• [Exercise details]: Return the whole listing exactly, omitting the pictures.

• [Data extracts]:
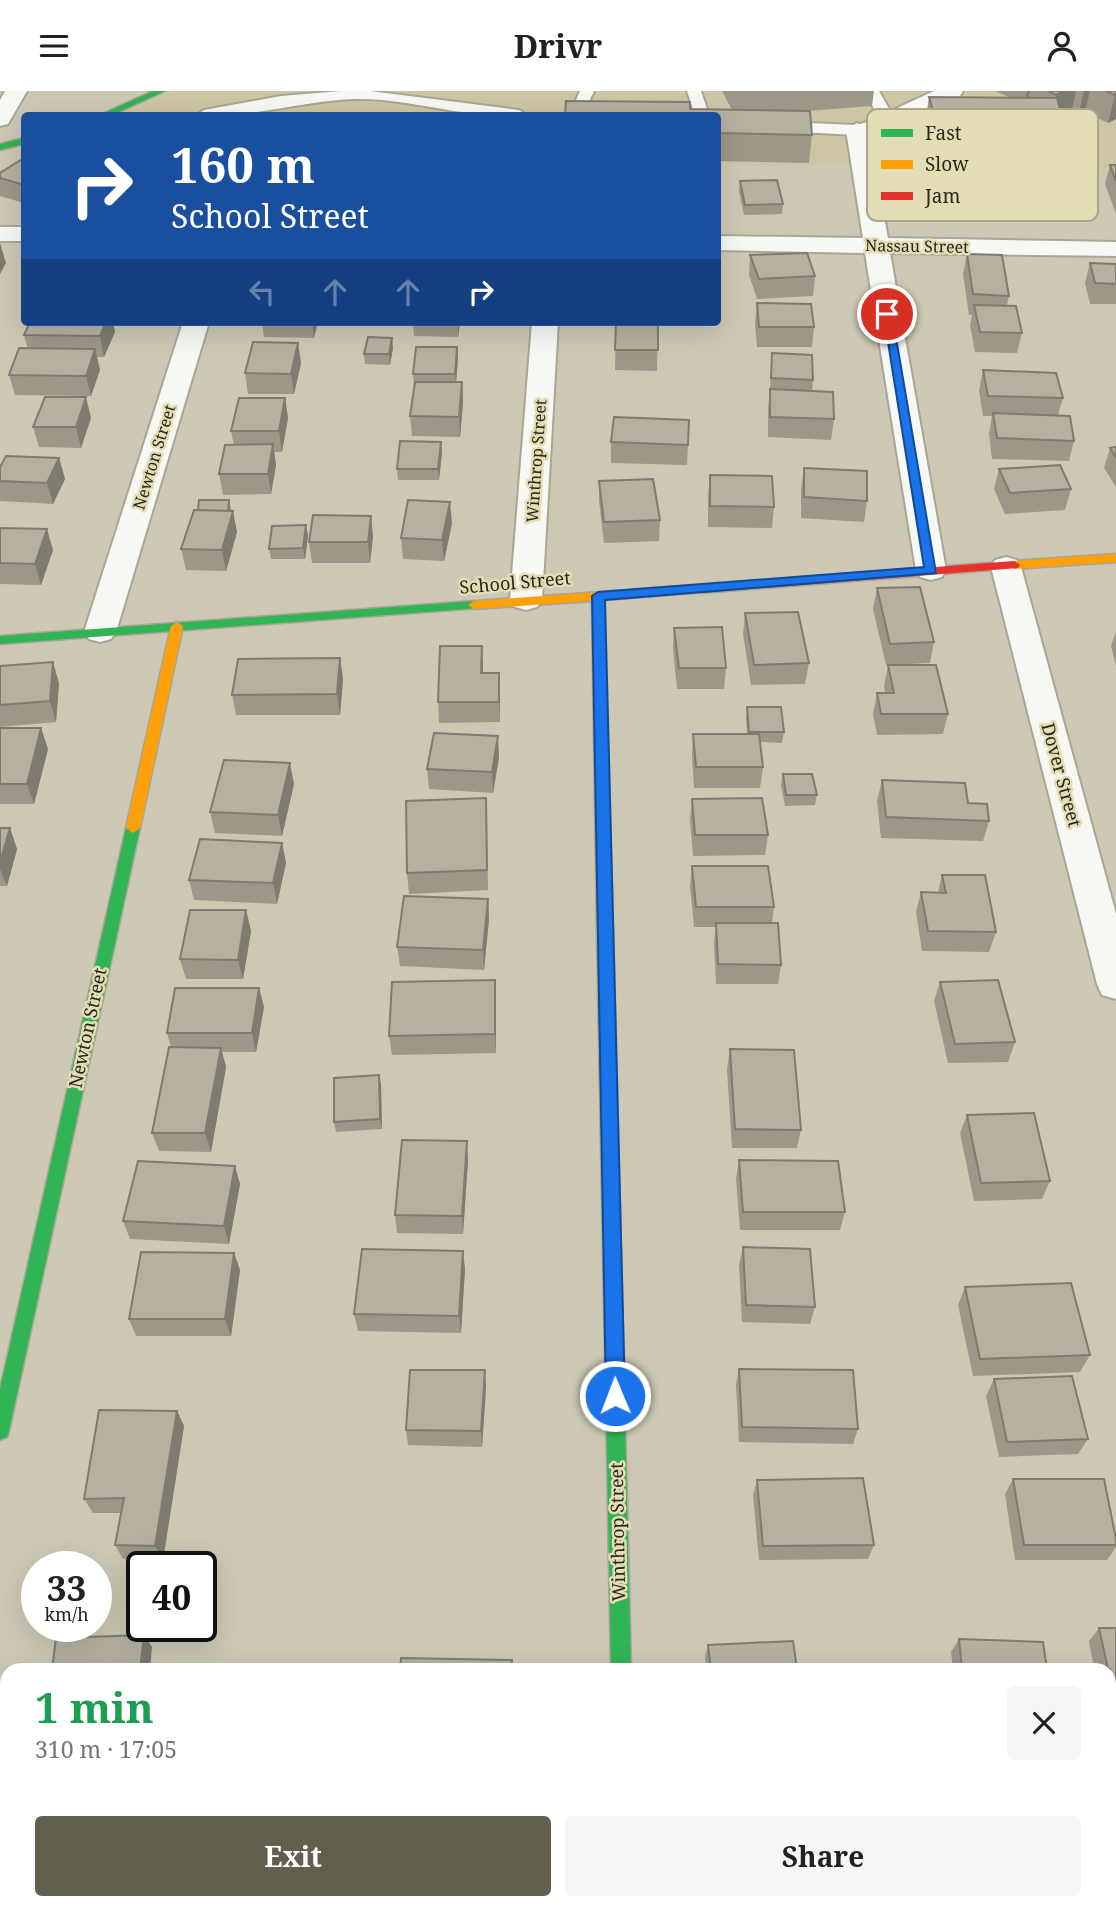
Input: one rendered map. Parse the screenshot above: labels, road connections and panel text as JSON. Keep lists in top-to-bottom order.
{
  "streets": {
    "street": [
      "Nassau Street",
      "Newton Street",
      "Winthrop Street",
      "School Street",
      "Dover Street"
    ]
  },
  "crossings": [
    ["Newton Street", "School Street"],
    ["Winthrop Street", "School Street"],
    ["School Street", "Dover Street"]
  ],
  "legend": ["Fast", "Slow", "Jam"],
  "page": {
    "header": "Drivr",
    "turn": ["160 m", "School Street"],
    "speed": "33 km/h",
    "limit": "40",
    "heading": ["1 min", "310 m · 17:05"],
    "buttons": ["Exit", "Share"]
  }
}
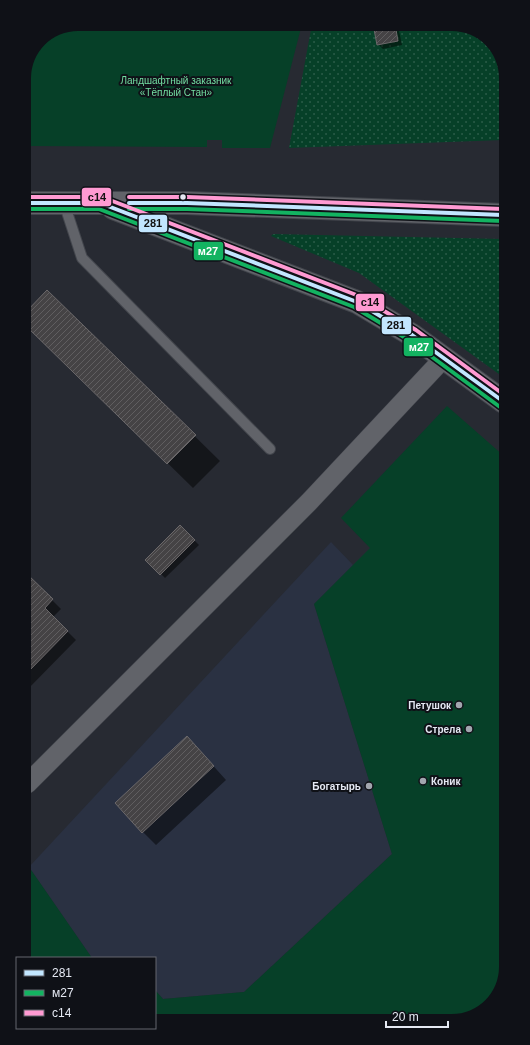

• [Solution below]:
Input: one rendered map. Parse the screenshot above: labels, road connections and panel text as JSON. Keep lists in top-to-bottom order.
{
  "streets": {
    "street": [
      "Nassau Street",
      "Newton Street",
      "Winthrop Street",
      "School Street",
      "Dover Street"
    ]
  },
  "crossings": [
    ["Newton Street", "School Street"],
    ["Winthrop Street", "School Street"],
    ["School Street", "Dover Street"]
  ],
  "legend": ["Fast", "Slow", "Jam"],
  "page": {
    "header": "Drivr",
    "turn": ["160 m", "School Street"],
    "speed": "33 km/h",
    "limit": "40",
    "heading": ["1 min", "310 m · 17:05"],
    "buttons": ["Exit", "Share"]
  }
}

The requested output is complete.